The paper also examines the amount of information that universities provide regarding the placements of their PhDs. We find that although students are ready and willing to provide information regarding work plans after graduation, universities seldom provide information on placements. We conclude with a suggestion regarding the procedures universities could follow to create and make placement data available.

Tremendous measure of data lakes with the exponential mounting rate is produced by the present healthcare sector. The information from differing sources like electronic wellbeing record, clinical information, streaming information from sensors, biomedical image data, biomedical signal information, lab data, and so on brand it substantial as well as mind-boggling as far as changing information positions, which have stressed the abilities of prevailing regular database frameworks in terms of scalability, storage of unstructured data, concurrency, and cost. Big data solutions step in the picture by harnessing these colossal, assorted, and multipart data indexes to accomplish progressively important and learned patterns. The reconciliation of multimodal information seeking after removing the relationship among the unstructured information types is a hotly debated issue these days. Big data energizes in triumphing the bits of knowledge from these immense expanses of information. Big data is a term which is required to take care of the issues of volume, velocity, and variety generally seated in the medicinal services data. This work plans to exhibit a survey of the writing of big data arrangements in the medicinal services part, the potential changes, challenges, and accessible stages and philosophies to execute enormous information investigation in the healthcare sector. The work categories the big healthcare data (BHD) applications in five broad categories, followed by a prolific review of each sphere, and also offers some practical available real-life applications of BHD solutions.

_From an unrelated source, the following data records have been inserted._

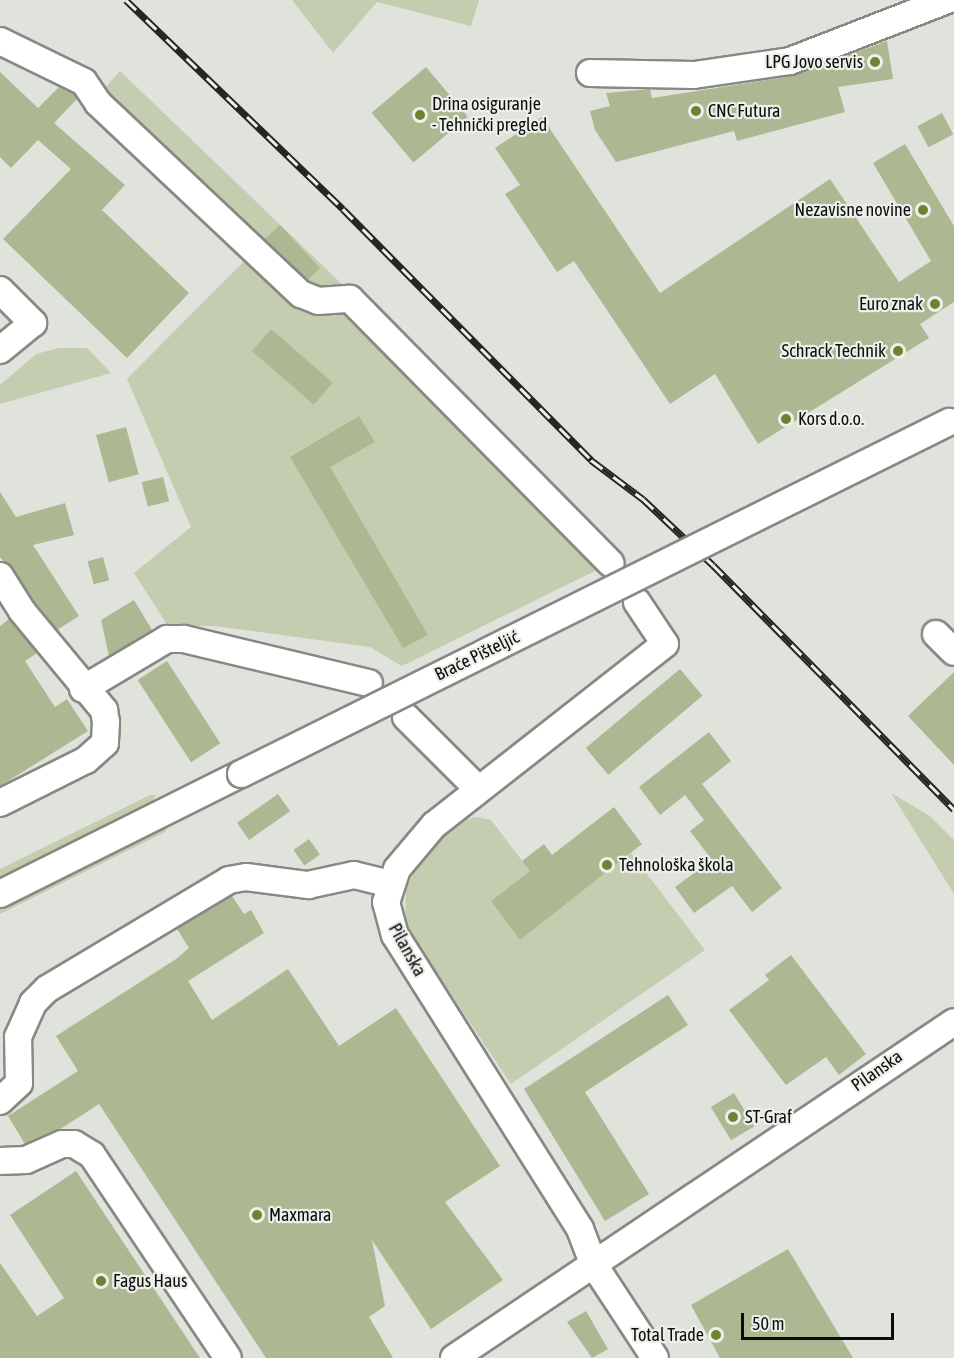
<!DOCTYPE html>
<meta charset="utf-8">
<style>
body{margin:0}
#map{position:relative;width:954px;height:1358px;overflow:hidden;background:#e0e2dc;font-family:"Asap Condensed",sans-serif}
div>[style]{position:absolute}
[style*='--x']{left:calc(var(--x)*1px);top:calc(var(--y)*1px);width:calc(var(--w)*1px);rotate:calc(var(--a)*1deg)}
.green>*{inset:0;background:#c4cdb0}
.building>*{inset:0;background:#acb891;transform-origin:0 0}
.roads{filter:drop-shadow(2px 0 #878983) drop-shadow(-2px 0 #878983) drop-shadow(0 2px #878983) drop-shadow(0 -2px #878983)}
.minor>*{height:26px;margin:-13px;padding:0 13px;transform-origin:13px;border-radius:13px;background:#fff}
.rail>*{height:7px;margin-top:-3.5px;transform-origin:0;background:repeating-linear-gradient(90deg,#edefea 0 14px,#252524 0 28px);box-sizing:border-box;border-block:2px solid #252524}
.bridges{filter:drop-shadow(2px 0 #878983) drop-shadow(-2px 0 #878983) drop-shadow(0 2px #878983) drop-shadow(0 -2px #878983)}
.minor-bridge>*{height:26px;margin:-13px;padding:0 13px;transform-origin:13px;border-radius:13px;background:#fff}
.dots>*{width:16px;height:16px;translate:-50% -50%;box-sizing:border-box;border:3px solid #edefea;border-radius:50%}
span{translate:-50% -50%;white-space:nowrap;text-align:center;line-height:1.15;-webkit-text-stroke:4.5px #edefea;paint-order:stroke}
.poi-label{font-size:18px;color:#0d0d0c}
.right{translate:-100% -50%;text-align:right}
.left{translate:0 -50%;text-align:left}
.street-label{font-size:18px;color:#0d0d0c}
.scale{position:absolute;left:741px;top:1313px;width:153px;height:27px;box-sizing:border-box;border:3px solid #0d0d0c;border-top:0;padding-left:8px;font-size:18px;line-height:21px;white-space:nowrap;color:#0d0d0c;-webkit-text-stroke:4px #edefea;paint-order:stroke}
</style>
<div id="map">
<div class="green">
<div style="clip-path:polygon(292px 0,479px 0,471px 26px,377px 2px,333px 53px)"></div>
<div style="clip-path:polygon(120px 71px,422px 361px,601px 568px,402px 666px,370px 647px,215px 626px,168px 626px,134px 573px,191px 527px,127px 379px,246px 259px,89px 106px)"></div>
<div style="clip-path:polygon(59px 348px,87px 348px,111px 373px,0 404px,0 385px,36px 354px)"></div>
<div style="clip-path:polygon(891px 793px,930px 816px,954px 840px,954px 894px)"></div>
<div style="clip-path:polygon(150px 795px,155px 795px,153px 802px,0 877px,0 869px)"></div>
<div style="clip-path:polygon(477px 817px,491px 820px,530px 871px,520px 939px,631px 853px,705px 950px,511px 1084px,412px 936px,405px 916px,406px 890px,421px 856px,462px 820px)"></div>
<div style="clip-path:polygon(169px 824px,165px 832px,0 914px,0 905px)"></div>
</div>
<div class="building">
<div style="clip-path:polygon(887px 41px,893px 79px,838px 87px,845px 112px,737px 141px,734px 131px,616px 162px,595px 130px,590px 111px,610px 106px,606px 93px,650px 89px,652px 98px,792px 76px)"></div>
<div style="left:426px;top:67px;width:65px;height:71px;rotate:50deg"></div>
<div style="clip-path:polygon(0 72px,38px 108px,59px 87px,74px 94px,77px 99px,54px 123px,125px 185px,102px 210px,189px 293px,127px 358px,3px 239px,71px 169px,38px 140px,11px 168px,0 157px)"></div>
<div style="left:942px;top:113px;width:24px;height:28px;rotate:62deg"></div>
<div style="clip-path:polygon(542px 117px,660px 293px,830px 179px,899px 282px,931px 261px,873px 163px,905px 144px,954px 226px,954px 302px,920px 324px,929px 338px,758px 444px,715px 374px,670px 404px,574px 261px,557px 272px,505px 194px,520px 185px,495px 148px)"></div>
<div style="clip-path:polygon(280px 225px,320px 268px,308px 280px,265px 239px)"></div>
<div style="left:271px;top:329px;width:82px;height:29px;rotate:41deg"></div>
<div style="clip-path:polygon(359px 416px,375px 442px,330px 467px,428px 635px,403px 648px,290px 457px)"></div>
<div style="left:126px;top:427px;width:49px;height:31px;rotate:75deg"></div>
<div style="left:163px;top:477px;width:25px;height:22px;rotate:76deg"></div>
<div style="clip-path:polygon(0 492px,16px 517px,65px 503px,74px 535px,33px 545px,79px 616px,57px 630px,0 557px)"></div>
<div style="left:103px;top:557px;width:24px;height:16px;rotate:75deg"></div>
<div style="clip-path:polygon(134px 600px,152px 630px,109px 656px,101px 620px)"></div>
<div style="clip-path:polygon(9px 619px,37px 653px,25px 661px,55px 707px,67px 699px,88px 731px,0 786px,0 626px)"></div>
<div style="left:167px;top:661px;width:98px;height:35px;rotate:57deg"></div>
<div style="left:680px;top:669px;width:35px;height:123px;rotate:50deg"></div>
<div style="clip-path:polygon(954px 672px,954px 765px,908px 716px)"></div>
<div style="clip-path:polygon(709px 732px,731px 761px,702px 784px,782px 888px,752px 912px,732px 886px,694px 913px,675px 887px,712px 860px,690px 831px,704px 820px,685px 795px,660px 815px,639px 787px)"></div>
<div style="left:278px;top:794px;width:21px;height:50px;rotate:55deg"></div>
<div style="clip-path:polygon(614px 807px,642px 844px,520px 940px,491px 901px,530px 871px,522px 861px,544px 844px,552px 855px)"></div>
<div style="left:309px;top:839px;width:19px;height:19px;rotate:55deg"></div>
<div style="clip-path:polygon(232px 896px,244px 914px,251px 910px,264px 933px,188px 981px,212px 1020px,288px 969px,339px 1046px,396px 1008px,500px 1166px,445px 1202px,503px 1280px,431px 1329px,372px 1240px,385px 1306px,369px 1317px,393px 1358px,266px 1358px,99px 1104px,59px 1130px,25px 1144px,8px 1116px,78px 1071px,56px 1036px,176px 959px,189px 948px,177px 929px)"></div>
<div style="clip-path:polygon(791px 955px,866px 1054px,839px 1075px,826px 1057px,786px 1085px,729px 1010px,769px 980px,765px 975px)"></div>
<div style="clip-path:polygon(668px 995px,688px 1025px,585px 1092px,649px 1194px,605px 1221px,524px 1089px)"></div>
<div style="left:734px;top:1093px;width:39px;height:27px;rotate:59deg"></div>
<div style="clip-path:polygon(76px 1171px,200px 1358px,0 1358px,0 1263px,37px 1316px,64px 1298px,10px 1215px)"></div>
<div style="clip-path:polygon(788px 1249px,853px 1358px,720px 1358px,691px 1305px)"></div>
<div style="clip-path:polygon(586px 1311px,608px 1349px,592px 1358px,567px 1322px)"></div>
</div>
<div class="roads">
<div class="minor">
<div style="--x:0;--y:41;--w:93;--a:26"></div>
<div style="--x:84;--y:82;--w:25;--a:56"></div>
<div style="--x:98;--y:103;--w:279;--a:43.3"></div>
<div style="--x:301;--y:294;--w:18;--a:22"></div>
<div style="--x:318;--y:301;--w:32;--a:-4"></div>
<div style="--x:350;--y:299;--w:371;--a:45.4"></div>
<div style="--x:590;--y:73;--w:104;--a:1.1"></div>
<div style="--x:694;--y:75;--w:97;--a:-8.3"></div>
<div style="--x:790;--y:61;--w:168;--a:-21.2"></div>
<div style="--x:0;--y:290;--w:47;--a:45"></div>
<div style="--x:33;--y:323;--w:43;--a:140.7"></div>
<div style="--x:0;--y:576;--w:41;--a:57.8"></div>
<div style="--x:22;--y:611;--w:129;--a:50.4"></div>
<div style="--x:104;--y:710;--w:12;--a:81"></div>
<div style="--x:106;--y:722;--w:21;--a:93"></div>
<div style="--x:105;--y:743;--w:25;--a:138"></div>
<div style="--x:86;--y:760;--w:96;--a:153.4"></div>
<div style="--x:637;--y:602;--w:50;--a:56.3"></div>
<div style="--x:665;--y:644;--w:293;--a:141.9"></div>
<div style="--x:434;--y:825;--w:57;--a:130.1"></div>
<div style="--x:397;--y:869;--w:35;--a:108"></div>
<div style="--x:386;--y:902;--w:34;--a:75"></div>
<div style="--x:395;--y:935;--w:347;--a:57.8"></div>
<div style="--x:580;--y:1229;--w:39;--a:69"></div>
<div style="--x:594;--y:1265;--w:111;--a:56.7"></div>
<div style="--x:936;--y:634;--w:25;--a:45"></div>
<div style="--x:83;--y:689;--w:98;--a:-30.8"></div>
<div style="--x:167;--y:639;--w:17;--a:0"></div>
<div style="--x:184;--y:639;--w:190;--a:13.4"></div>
<div style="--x:406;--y:717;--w:102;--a:45"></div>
<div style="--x:0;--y:894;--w:269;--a:-26.5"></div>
<div style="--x:0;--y:1101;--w:26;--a:-43"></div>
<div style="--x:19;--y:1083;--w:46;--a:-91.2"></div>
<div style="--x:18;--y:1037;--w:37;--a:-66"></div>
<div style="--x:33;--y:1003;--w:20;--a:-45"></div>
<div style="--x:47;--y:989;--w:212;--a:-30.9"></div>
<div style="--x:229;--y:880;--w:17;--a:-10"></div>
<div style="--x:246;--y:877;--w:63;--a:7.4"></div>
<div style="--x:308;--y:885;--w:47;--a:-12.3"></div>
<div style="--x:354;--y:875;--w:36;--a:14"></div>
<div style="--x:0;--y:1161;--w:26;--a:-2"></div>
<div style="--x:26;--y:1160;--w:39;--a:-24"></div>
<div style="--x:62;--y:1144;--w:12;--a:0"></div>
<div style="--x:74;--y:1144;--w:21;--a:31"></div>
<div style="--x:92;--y:1155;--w:244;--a:56.2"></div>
<div style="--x:454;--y:1358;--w:602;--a:-33.9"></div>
</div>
</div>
<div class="rail">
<div style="--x:126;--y:0;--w:301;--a:43.9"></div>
<div style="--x:343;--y:209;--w:353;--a:45.3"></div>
<div style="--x:591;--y:460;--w:65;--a:36.9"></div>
<div style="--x:643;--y:499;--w:96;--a:43.3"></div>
<div style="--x:713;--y:565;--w:343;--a:45.4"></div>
</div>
<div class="bridges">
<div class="minor-bridge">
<div style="--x:241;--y:774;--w:791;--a:-26.44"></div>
</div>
</div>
<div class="dots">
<div style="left:875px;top:62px;background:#6f8231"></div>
<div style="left:696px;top:111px;background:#6f8231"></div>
<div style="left:420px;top:115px;background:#6f8231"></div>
<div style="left:923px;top:210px;background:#6f8231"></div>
<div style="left:935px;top:304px;background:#6f8231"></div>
<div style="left:898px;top:351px;background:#6f8231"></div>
<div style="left:786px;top:419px;background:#6f8231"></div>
<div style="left:607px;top:865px;background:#6f8231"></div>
<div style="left:733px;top:1117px;background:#6f8231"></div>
<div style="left:257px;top:1215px;background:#6f8231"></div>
<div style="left:101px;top:1281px;background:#6f8231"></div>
<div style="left:716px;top:1335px;background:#6f8231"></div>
</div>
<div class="poi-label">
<span class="right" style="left:863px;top:62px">LPG Jovo servis</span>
<span class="left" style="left:432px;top:115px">Drina osiguranje<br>- Tehnički pregled</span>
<span class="left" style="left:708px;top:111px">CNC Futura</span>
<span class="right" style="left:911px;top:210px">Nezavisne novine</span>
<span class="right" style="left:923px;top:304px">Euro znak</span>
<span class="right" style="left:886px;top:351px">Schrack Technik</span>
<span class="left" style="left:798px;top:419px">Kors d.o.o.</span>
<span class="left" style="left:619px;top:865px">Tehnološka škola</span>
<span class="left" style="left:745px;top:1117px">ST-Graf</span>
<span class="left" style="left:269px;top:1215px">Maxmara</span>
<span class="left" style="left:113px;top:1281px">Fagus Haus</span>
<span class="right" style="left:704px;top:1335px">Total Trade</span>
</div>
<div class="street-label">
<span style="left:477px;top:656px;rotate:-26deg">Braće Pišteljić</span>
<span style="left:407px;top:950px;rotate:61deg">Pilanska</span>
<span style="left:877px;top:1071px;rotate:-35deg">Pilanska</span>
</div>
<div class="scale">50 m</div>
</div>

Internet + and Electronic Business in China is a comprehensive resource that provides insight and analysis into E-commerce in China and how it has revolutionized and continues to revolutionize business and society. Split into four distinct sections, the book first lays out the theoretical foundations and fundamental concepts of E-Business before moving on to look at internet+ innovation models and their applications in different industries such as agriculture, finance and commerce. The book then provides a comprehensive analysis of E-business platforms and their applications in China before finishing with four comprehensive case studies of major E-business projects, providing readers with successful examples of implementing E-Business entrepreneurship projects.

Internet + and Electronic Business in China is a comprehensive resource that provides insights and analysis into how E-commerce has revolutionized and continues to revolutionize business and society in China.